7. Were outcomes clearly defined and the measurements valid and reliable?
  7.1. Were primary and secondary endpoints described and relevant to the question?
  7.2. Were nutrition measures appropriate to question and outcomes of concern?
  7.3. Was the period of follow-up long enough for important outcome(s) to occur?
  7.4. Were the observations and measurements based on standard, valid, and reliable data collection instruments/tests/procedures?
  7.5. Was the measurement of effect at an appropriate level of precision?
  7.6. Were other factors accounted for (measured) that could affect outcomes?
  7.7. Were the measurements conducted consistently across groups?
8. Was the statistical analysis appropriate for the study design and type of outcome indicators?
  8.1. Were statistical analyses adequately described and the results reported appropriately?
  8.2. Were correct statistical tests used and assumptions of test not violated?
  8.3. Were statistics reported with levels of significance and/or confidence intervals?
  8.4. Was "intent to treat" analysis of outcomes done (and as appropriate, was there an analysis of outcomes for those maximally exposed or a dose-response analysis)?

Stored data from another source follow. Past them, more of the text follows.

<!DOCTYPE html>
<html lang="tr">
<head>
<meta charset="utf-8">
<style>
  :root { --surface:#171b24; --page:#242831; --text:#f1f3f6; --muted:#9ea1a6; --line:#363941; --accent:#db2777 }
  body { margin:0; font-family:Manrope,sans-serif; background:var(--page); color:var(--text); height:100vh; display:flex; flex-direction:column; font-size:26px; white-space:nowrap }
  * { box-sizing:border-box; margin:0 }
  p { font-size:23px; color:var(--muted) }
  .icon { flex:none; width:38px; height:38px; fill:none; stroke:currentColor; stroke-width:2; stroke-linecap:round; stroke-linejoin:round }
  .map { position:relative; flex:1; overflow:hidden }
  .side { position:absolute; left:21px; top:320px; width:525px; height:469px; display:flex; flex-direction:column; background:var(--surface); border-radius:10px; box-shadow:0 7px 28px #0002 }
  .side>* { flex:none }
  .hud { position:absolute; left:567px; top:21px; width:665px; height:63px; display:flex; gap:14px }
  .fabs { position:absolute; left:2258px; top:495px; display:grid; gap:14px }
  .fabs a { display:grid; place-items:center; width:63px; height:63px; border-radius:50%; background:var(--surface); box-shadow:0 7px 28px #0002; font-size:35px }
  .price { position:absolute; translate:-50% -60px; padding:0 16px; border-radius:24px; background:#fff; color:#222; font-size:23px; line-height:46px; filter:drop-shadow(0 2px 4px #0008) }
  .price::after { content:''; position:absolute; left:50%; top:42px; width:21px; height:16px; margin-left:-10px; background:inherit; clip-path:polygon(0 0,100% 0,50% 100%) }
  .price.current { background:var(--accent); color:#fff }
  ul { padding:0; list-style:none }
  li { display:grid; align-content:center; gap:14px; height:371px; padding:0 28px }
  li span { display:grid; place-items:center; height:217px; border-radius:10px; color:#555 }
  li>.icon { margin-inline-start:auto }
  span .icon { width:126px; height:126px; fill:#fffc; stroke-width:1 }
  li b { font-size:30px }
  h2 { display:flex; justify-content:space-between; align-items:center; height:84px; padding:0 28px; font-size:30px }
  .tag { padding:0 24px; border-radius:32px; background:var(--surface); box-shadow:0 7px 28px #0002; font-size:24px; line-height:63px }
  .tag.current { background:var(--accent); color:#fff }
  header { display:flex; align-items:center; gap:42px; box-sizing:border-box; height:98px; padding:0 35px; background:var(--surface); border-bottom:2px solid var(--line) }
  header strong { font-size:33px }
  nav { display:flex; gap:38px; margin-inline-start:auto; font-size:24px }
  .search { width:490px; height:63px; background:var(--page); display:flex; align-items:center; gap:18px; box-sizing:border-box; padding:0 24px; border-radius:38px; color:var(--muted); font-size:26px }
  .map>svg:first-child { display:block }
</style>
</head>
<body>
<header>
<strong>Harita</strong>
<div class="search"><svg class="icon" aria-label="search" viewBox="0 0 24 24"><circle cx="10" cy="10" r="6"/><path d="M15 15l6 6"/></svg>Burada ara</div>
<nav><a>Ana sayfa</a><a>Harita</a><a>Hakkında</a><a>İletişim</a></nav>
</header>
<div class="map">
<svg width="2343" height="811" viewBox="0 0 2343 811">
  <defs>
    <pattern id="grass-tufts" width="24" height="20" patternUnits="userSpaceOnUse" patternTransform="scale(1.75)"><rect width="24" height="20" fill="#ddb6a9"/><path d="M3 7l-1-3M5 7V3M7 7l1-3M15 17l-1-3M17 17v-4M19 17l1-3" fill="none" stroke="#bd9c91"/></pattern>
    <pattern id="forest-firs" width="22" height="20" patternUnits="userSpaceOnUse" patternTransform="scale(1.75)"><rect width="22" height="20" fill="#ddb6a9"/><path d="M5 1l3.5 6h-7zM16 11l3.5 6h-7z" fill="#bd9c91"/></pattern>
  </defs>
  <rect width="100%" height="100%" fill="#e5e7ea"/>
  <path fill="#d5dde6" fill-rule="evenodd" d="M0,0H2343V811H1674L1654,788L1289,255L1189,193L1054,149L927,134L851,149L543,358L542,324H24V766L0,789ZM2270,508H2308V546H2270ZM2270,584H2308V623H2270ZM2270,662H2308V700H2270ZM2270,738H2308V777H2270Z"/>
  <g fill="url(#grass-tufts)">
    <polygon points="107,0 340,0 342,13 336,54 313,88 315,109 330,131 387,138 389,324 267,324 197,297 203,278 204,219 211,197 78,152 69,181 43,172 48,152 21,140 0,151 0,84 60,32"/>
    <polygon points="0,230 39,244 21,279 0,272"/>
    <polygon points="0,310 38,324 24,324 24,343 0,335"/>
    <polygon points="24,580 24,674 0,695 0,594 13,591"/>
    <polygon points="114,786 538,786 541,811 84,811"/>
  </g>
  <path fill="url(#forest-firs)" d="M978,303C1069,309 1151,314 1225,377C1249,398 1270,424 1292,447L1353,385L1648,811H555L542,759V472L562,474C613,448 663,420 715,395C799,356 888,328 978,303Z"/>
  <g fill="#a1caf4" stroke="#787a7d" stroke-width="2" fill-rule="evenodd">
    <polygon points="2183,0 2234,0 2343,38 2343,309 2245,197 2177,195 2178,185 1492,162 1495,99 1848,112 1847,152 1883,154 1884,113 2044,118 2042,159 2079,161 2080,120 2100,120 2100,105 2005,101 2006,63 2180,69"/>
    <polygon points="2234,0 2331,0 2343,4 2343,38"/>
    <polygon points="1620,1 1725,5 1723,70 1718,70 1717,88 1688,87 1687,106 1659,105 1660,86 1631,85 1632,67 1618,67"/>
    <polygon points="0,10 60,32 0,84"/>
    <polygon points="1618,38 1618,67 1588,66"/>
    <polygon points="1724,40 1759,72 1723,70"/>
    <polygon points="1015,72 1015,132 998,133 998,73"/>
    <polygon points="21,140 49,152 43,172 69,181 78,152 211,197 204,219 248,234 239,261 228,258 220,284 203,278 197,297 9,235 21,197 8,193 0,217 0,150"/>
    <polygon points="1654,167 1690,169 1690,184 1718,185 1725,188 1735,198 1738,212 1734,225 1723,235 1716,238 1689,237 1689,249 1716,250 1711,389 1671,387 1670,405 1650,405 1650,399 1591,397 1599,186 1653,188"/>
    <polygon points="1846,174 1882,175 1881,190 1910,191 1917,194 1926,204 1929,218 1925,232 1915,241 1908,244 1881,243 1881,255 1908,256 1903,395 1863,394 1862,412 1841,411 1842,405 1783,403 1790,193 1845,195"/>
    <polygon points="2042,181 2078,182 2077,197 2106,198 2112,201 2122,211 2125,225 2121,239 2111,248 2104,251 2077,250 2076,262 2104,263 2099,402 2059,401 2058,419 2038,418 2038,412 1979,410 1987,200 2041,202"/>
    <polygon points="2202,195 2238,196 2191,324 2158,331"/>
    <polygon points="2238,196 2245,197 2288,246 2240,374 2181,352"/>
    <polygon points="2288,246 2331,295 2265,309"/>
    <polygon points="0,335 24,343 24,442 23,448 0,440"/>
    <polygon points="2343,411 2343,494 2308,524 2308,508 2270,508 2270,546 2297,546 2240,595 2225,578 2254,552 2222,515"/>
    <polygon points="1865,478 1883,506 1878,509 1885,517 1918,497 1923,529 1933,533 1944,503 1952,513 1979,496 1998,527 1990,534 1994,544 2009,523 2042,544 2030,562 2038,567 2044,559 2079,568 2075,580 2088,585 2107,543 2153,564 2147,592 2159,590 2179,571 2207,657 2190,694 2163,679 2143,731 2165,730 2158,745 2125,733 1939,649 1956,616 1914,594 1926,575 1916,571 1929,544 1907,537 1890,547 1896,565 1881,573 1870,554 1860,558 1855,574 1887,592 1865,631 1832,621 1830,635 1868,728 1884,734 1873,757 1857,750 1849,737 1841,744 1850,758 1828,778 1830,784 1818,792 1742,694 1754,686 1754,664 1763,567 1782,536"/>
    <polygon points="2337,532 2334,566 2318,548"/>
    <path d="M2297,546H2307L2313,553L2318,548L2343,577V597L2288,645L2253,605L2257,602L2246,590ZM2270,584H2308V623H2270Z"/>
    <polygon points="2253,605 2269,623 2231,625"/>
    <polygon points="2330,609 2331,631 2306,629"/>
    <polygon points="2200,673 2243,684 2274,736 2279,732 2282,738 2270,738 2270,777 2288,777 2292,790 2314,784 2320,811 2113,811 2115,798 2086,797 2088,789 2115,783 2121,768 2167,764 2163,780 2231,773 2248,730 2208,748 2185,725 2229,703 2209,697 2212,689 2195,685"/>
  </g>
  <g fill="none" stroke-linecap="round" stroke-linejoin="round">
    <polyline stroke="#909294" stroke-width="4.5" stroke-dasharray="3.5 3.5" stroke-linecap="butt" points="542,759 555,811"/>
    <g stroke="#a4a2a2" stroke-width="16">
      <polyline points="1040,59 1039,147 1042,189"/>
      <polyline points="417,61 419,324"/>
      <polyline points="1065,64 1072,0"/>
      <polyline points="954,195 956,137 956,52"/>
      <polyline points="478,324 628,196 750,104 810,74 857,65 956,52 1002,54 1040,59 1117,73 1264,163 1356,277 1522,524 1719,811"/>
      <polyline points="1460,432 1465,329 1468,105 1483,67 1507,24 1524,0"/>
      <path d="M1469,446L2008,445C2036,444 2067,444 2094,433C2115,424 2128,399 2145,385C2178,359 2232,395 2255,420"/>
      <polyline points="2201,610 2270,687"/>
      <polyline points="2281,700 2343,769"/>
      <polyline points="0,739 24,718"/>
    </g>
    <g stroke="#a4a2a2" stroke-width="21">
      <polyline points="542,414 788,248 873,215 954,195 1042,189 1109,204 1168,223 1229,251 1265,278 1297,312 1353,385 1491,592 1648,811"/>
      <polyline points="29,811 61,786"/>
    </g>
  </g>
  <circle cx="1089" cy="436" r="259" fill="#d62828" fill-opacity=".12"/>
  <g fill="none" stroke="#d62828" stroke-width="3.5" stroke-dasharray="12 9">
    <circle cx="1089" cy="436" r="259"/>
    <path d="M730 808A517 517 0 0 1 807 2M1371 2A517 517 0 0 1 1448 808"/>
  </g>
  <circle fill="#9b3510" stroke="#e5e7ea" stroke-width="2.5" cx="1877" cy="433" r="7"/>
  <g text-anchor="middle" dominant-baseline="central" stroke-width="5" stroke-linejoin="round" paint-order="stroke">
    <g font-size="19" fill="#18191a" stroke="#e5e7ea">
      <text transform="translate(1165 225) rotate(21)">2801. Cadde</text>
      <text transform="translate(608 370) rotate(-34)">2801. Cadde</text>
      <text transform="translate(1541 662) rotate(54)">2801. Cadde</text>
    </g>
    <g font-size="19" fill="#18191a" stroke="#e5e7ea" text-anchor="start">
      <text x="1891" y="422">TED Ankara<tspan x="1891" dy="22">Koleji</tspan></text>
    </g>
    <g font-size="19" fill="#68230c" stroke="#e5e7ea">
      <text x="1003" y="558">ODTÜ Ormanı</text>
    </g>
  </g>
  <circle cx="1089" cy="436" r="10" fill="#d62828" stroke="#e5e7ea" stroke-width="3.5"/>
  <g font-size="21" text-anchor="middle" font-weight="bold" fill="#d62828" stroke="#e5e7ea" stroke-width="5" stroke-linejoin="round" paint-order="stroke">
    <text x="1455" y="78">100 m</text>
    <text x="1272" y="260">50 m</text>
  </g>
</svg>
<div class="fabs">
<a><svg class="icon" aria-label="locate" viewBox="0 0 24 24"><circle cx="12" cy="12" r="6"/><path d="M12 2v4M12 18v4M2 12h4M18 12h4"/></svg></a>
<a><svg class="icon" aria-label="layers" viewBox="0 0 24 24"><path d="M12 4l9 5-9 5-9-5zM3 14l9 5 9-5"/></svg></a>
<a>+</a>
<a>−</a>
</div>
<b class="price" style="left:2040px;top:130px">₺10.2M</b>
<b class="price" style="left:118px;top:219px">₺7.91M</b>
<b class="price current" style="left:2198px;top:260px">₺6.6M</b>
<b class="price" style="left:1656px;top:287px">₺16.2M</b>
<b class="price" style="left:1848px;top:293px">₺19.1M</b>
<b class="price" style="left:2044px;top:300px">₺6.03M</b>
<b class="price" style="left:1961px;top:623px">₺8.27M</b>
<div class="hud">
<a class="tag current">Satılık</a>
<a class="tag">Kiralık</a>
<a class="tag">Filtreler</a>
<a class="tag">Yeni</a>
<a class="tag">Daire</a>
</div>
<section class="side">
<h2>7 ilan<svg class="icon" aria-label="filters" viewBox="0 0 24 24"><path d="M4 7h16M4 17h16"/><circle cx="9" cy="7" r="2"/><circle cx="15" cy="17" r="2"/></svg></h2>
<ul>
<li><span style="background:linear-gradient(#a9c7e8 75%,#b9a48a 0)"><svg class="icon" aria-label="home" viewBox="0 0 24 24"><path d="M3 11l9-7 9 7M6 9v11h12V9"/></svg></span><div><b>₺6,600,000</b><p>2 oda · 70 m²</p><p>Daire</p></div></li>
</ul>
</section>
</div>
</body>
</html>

  8.5. Were adequate adjustments made for effects of confounding factors that might have affected the outcomes (e.g., multivariate analyses)?
  8.6. Was clinical significance as well as statistical significance reported?
  8.7. If negative findings, was a power calculation reported to address type 2 error?
9. Are conclusions supported by results with biases and limitations taken into consideration?
  9.1. Is there a discussion of findings?
  9.2. Are biases and study limitations identified and discussed?
10. Is bias due to study’s funding or sponsorship unlikely?
  10.1. Were sources of funding and investigators’ affiliations described?
  10.2. Was the study free from apparent conflict of interest?